Figure 37 is a table of results of my published calculation [20] of $〈\widehat{q}L〉$ from the STAR data. The errors on the STAR $〈\widehat{q}L〉$ here (with the *) are much larger than stated in my published calculation because I made a trivial mistake, which is corrected here. In addition, the new values of $〈\widehat{q}L〉$ reflect that Equation (4) defines $〈\widehat{q}L〉$ not $〈\widehat{q}L〉/2.$

5.3. Some $〈\widehat{q}L〉$ Results from PHENIX [26]
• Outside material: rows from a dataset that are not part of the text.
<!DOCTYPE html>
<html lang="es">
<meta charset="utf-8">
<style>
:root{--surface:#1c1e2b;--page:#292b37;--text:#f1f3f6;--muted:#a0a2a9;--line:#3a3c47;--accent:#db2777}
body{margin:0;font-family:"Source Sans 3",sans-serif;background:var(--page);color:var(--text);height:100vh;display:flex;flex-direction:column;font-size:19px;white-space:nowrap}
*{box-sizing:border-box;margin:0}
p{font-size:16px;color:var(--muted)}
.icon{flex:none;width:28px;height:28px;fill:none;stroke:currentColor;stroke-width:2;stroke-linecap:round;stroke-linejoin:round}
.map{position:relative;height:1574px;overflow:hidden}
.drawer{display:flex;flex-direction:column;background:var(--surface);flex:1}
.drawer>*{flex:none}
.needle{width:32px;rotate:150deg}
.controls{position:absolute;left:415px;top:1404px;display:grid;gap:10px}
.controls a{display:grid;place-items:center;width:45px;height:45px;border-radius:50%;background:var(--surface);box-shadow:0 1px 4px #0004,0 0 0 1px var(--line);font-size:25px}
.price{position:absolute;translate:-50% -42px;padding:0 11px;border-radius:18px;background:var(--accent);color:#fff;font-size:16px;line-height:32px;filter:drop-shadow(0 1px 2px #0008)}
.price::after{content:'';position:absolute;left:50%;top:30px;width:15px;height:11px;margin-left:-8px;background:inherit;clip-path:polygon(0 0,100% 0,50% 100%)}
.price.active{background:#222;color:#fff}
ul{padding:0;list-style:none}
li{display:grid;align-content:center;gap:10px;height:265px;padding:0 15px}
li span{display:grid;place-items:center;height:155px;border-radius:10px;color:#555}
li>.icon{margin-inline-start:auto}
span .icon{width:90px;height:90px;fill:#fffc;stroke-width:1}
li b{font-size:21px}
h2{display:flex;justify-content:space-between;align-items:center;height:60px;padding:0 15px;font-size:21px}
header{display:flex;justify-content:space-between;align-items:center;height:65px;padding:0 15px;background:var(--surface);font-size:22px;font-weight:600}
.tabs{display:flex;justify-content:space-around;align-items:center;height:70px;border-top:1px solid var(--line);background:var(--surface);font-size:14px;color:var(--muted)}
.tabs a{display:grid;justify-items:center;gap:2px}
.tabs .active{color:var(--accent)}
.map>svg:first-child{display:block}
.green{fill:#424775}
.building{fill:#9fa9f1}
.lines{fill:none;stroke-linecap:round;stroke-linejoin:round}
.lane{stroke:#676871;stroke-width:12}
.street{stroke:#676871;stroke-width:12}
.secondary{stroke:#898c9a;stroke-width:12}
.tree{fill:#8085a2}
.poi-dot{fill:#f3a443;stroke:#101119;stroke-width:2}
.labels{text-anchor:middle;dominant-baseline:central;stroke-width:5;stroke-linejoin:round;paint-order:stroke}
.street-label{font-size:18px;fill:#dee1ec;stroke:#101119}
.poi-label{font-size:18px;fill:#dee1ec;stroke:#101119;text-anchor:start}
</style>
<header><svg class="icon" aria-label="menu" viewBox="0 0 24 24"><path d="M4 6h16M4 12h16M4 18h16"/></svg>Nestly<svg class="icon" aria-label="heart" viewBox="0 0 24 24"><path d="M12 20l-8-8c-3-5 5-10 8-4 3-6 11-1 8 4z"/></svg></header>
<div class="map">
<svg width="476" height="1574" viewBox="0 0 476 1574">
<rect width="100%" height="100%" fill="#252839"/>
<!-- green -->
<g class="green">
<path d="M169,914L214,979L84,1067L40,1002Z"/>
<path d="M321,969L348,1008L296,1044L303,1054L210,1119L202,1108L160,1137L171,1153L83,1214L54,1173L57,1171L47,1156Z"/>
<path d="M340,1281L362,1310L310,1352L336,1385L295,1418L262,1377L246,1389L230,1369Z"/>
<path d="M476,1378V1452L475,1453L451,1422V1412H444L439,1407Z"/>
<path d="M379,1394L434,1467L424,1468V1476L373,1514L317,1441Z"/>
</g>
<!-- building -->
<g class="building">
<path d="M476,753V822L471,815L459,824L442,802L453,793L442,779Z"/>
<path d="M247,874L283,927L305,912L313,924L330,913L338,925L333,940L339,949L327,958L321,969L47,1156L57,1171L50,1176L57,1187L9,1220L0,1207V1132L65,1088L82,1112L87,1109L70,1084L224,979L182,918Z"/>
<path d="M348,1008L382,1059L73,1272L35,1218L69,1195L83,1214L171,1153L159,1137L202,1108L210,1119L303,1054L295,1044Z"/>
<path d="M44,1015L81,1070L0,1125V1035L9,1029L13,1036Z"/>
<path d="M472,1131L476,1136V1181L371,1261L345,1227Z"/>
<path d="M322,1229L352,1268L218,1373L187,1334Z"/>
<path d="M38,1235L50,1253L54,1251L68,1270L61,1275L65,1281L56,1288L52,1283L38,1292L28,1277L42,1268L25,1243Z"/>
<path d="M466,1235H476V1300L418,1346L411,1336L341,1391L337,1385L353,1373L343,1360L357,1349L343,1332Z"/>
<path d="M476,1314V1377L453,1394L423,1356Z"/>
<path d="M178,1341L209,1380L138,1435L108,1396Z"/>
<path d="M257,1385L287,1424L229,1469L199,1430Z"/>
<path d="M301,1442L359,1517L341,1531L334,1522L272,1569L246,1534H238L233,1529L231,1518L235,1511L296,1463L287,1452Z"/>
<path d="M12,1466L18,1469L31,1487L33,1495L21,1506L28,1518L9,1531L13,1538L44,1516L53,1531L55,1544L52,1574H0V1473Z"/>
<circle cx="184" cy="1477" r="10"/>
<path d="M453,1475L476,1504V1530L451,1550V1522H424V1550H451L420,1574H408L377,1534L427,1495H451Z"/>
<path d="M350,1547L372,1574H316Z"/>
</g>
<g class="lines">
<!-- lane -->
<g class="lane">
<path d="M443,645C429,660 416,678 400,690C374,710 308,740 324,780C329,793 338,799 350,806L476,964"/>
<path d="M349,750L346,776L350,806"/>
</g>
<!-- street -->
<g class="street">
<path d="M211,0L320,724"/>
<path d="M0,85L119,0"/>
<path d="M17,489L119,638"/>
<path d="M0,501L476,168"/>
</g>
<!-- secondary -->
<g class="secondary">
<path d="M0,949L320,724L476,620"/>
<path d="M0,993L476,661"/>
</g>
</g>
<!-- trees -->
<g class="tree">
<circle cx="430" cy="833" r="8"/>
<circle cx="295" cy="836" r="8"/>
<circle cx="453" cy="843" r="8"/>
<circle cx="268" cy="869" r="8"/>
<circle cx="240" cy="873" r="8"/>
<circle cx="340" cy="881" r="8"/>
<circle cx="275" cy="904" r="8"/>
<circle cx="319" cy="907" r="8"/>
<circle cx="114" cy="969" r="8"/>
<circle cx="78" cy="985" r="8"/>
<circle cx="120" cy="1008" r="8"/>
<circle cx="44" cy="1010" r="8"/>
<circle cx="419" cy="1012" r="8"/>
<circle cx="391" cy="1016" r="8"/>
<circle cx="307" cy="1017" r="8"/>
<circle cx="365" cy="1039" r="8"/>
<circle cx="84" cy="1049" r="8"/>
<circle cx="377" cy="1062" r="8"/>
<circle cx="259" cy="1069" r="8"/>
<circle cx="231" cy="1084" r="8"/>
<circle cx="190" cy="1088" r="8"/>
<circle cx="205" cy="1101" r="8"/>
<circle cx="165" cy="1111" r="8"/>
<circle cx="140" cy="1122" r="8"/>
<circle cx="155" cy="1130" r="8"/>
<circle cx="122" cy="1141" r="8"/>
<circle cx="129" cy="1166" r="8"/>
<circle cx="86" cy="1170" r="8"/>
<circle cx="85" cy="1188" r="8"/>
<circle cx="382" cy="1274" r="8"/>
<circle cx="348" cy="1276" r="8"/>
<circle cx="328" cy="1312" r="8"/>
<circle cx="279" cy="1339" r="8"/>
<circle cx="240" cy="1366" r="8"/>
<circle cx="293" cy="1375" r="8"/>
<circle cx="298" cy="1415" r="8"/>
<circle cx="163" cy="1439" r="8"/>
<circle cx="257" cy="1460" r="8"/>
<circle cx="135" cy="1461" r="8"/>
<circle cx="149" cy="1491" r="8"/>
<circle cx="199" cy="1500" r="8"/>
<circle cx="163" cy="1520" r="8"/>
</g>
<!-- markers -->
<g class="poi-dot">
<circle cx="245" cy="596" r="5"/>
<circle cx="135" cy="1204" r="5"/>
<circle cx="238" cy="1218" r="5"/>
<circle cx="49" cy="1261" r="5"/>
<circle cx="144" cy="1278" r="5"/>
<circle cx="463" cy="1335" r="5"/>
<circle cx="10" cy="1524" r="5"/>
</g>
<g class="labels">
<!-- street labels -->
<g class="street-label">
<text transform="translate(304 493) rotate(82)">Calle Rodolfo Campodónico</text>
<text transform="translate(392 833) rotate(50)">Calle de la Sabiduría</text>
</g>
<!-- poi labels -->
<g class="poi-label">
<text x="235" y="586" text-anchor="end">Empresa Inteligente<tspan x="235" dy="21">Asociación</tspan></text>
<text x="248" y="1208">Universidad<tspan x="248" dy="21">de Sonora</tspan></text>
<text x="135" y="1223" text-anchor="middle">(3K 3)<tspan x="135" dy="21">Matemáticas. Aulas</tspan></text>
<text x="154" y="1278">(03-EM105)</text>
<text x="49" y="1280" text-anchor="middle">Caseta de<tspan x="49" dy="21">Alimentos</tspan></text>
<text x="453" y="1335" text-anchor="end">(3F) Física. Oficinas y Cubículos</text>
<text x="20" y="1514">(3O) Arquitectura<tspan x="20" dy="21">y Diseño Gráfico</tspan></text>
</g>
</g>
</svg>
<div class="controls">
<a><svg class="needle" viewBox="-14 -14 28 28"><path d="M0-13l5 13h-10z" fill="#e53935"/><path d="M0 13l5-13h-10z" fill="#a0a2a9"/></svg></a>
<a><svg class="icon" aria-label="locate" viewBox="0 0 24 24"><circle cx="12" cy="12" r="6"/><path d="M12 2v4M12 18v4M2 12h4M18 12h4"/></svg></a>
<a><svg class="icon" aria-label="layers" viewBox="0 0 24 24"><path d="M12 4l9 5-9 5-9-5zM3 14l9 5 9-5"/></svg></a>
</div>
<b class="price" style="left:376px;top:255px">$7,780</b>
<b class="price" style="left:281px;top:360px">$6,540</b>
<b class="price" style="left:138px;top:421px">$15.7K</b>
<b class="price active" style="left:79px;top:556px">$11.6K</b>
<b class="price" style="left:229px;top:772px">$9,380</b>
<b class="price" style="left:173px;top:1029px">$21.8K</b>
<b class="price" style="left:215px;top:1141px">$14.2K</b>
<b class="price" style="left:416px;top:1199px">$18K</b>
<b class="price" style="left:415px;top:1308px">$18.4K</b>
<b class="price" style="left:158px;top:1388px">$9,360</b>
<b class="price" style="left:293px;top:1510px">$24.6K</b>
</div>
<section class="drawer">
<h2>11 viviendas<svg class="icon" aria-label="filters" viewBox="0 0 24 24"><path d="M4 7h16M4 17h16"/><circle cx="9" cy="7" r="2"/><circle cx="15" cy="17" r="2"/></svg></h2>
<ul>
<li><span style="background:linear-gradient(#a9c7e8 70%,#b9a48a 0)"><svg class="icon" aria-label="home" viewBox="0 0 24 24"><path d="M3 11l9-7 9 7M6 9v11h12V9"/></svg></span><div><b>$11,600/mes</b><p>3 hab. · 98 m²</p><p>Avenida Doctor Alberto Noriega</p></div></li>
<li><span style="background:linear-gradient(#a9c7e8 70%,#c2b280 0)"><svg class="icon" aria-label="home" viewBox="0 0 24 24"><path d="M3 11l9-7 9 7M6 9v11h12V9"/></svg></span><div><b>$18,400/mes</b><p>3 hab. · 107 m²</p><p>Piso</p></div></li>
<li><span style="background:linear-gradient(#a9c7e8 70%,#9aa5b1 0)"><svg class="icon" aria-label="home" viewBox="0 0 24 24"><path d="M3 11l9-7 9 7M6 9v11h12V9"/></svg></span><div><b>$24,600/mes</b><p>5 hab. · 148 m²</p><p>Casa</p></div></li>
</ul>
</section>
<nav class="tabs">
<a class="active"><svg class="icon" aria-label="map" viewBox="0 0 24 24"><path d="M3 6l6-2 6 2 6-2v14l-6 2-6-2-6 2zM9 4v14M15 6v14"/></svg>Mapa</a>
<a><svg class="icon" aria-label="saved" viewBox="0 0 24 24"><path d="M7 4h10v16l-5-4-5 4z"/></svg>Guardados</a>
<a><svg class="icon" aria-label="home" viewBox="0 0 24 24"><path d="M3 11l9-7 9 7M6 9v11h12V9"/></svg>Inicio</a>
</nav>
The away widths from PHENIX ${\pi }^0-h$ correlations [26] are shown in Figure 38 with the calculated $\widehat{q}L$ values for ${\pi }^0-h$$\sqrt{s_{{}_{NN}}}$ = 200 GeV, 20–60% centrality, $5<p_{Tt}<7$ GeV/c shown in Figure 39 and $7<p_{Tt}<9$ GeV/c in Figure 40.

5.4. Conclusions

It appears that the method works and gives consistent results for all the $\widehat{q}L$ calculations shown (Figure 37, Figure 39 and Figure 40). In the lowest $p_{Ta}\sim 1.5$ GeV/c bin, the results are all consistent with the JET collaboration [17] result, $\widehat{q}=1.2\pm 0.3$ GeV${}^2$/fm or $\widehat{q}L=8.4\pm 2.1$ GeV${}^2$ for $L=7$ fm, the radius of an Au nucleus. However, for $p_{Ta}>2.0$ GeV/c, all the results are consistent with $\widehat{q}L=0$. Personally, I think that this is where the first gluon emitted in the medium was inside the jet cone, so that all further emissions were also inside the jet cone due to the angular ordering of QCD so that there is no evident suppression; or that jets with fragments with $p_T\ge 3$ GeV/c, which are distributed narrowly about the jet axis, are not strongly affected by the medium [28]. I think that this also agrees with the observation in Figure 36 that two or three orders of magnitude down in the $x_E=p_{Ta}/p_{Tt}$ distributions the A+A best fit is parallel to the p+p measurement, which means that these A+A fragments are from jets that have not lost energy. This is consistent with all the $I_{AA}=x_E^{AA}/x_E^{pp}=(p_{Ta}^{AA}/p_{Ta}^{pp}){|}_{p_{Tt}}$ distributions ever measured (e.g., Figure 41 and Figure 42), which decrease with increasing $p_{Ta}$ until $p_{Ta}\approx 3$ GeV/c and then remain constant because the A+A and p+p distributions are parallel due to no jet energy loss for fragments in this range.